Provided data =>
★ ★ ★

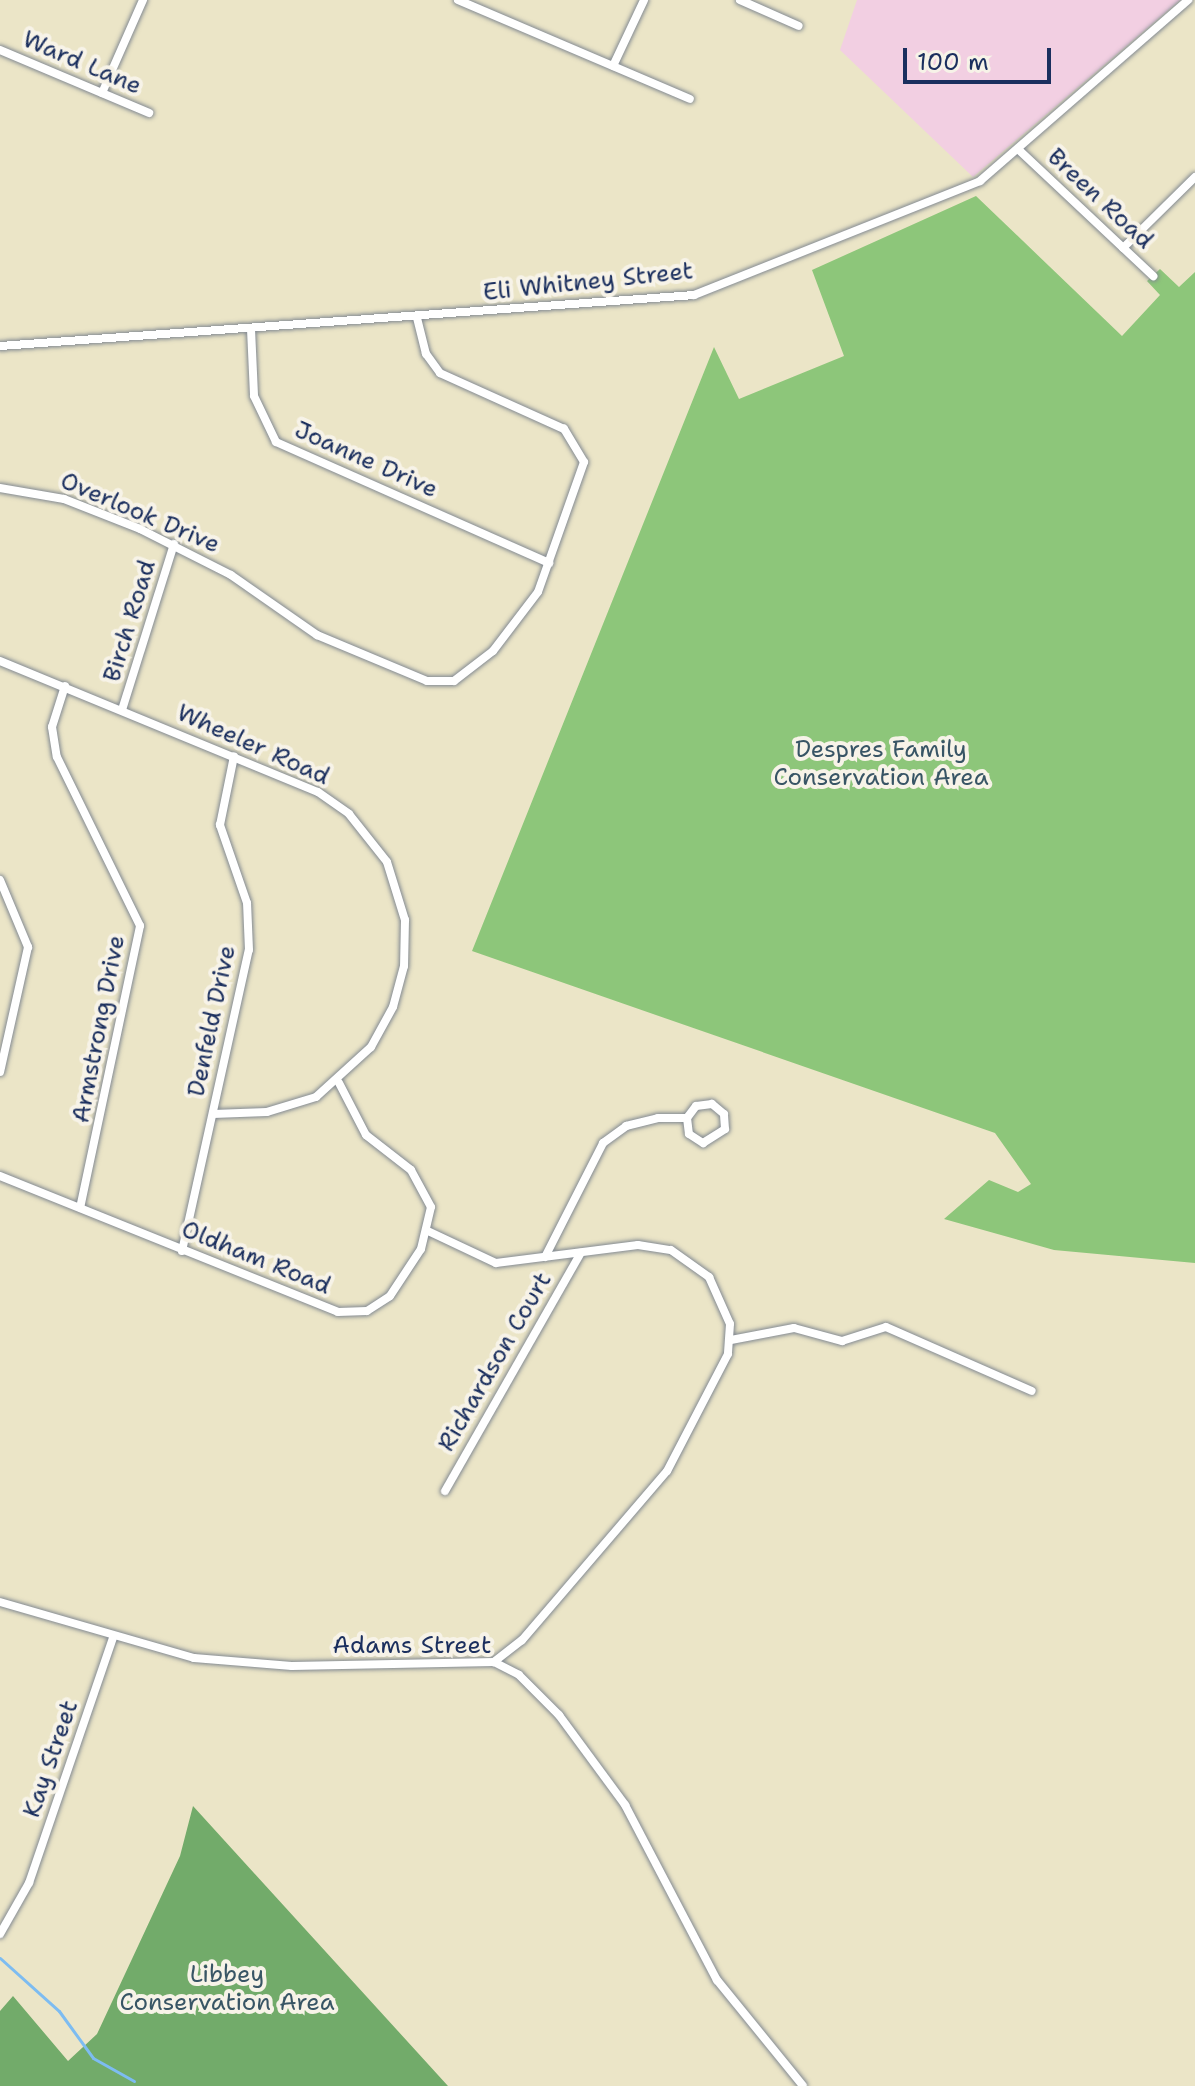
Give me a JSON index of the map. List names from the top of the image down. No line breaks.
{"streets":{"street":["Ward Lane","Breen Road","Eli Whitney Street","Joanne Drive","Overlook Drive","Birch Road","Wheeler Road","Denfeld Drive","Armstrong Drive","Oldham Road","Richardson Court","Adams Street","Kay Street"]},"crossings":[["Breen Road","Eli Whitney Street"],["Eli Whitney Street","Joanne Drive"],["Eli Whitney Street","Overlook Drive"],["Joanne Drive","Overlook Drive"],["Overlook Drive","Birch Road"],["Birch Road","Wheeler Road"],["Wheeler Road","Denfeld Drive"],["Wheeler Road","Armstrong Drive"],["Denfeld Drive","Oldham Road"],["Armstrong Drive","Oldham Road"],["Adams Street","Kay Street"]],"parks":["Despres Family Conservation Area","Libbey Conservation Area"],"scale_bar":"100 m"}
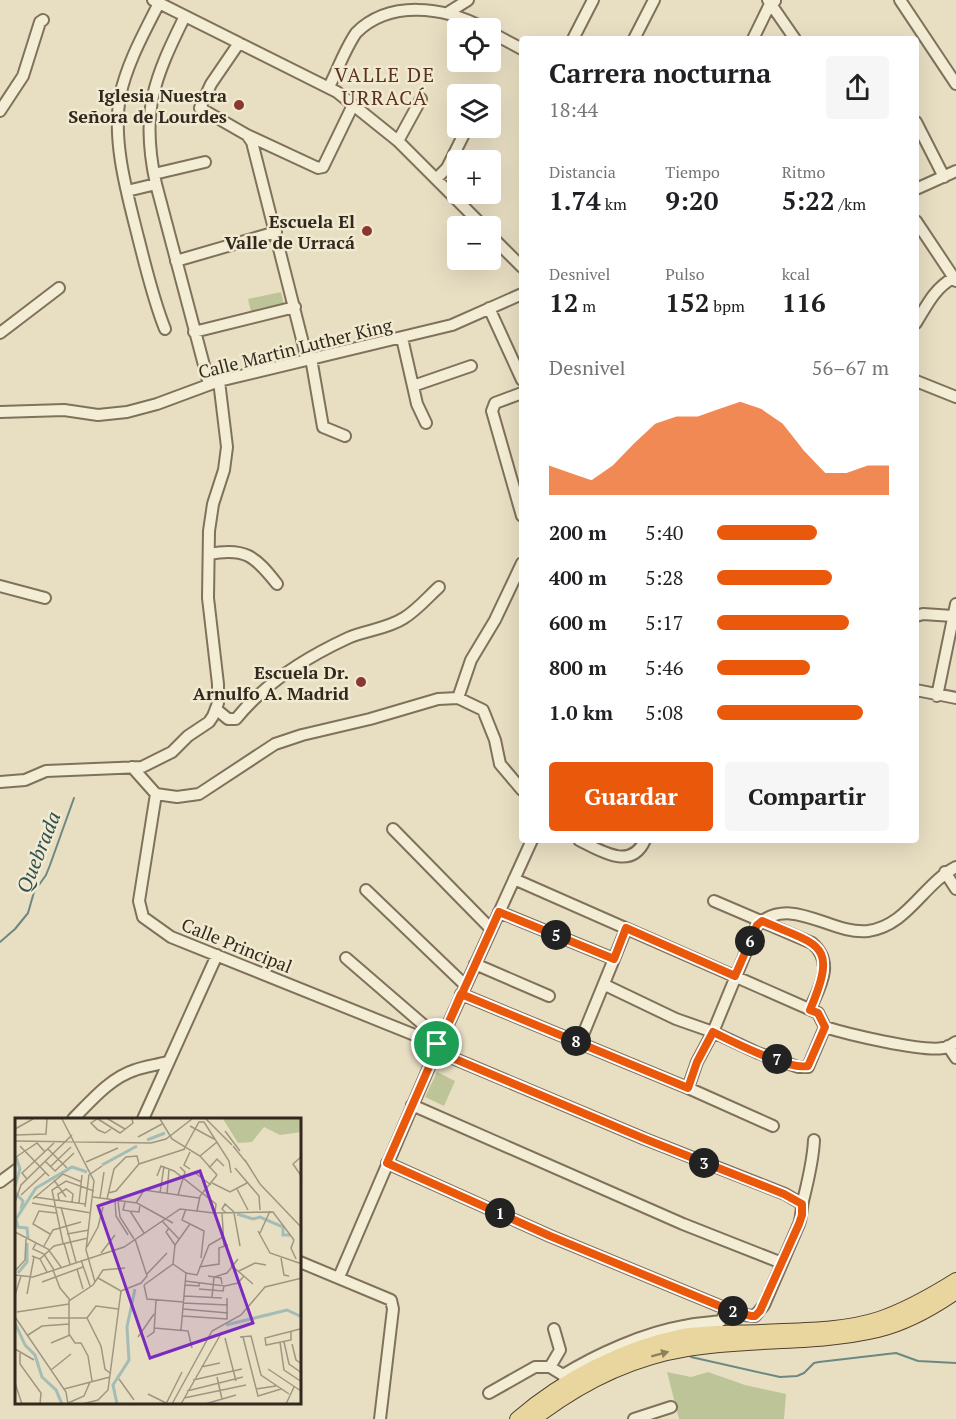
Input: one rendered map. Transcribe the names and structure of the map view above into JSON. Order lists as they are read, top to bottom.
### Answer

★ ★ ★

Problem description => Transcribe the full listing above exactly as it stands, minus the pictures.

Result of the task =>
Give me a JSON index of the map. List names from the top of the image down. No line breaks.
{"streets":{"street":["Ward Lane","Breen Road","Eli Whitney Street","Joanne Drive","Overlook Drive","Birch Road","Wheeler Road","Denfeld Drive","Armstrong Drive","Oldham Road","Richardson Court","Adams Street","Kay Street"]},"crossings":[["Breen Road","Eli Whitney Street"],["Eli Whitney Street","Joanne Drive"],["Eli Whitney Street","Overlook Drive"],["Joanne Drive","Overlook Drive"],["Overlook Drive","Birch Road"],["Birch Road","Wheeler Road"],["Wheeler Road","Denfeld Drive"],["Wheeler Road","Armstrong Drive"],["Denfeld Drive","Oldham Road"],["Armstrong Drive","Oldham Road"],["Adams Street","Kay Street"]],"parks":["Despres Family Conservation Area","Libbey Conservation Area"],"scale_bar":"100 m"}
Input: one rendered map. Transcribe the names and structure of the map view above into JSON. Order lists as they are read, top to bottom.
### Answer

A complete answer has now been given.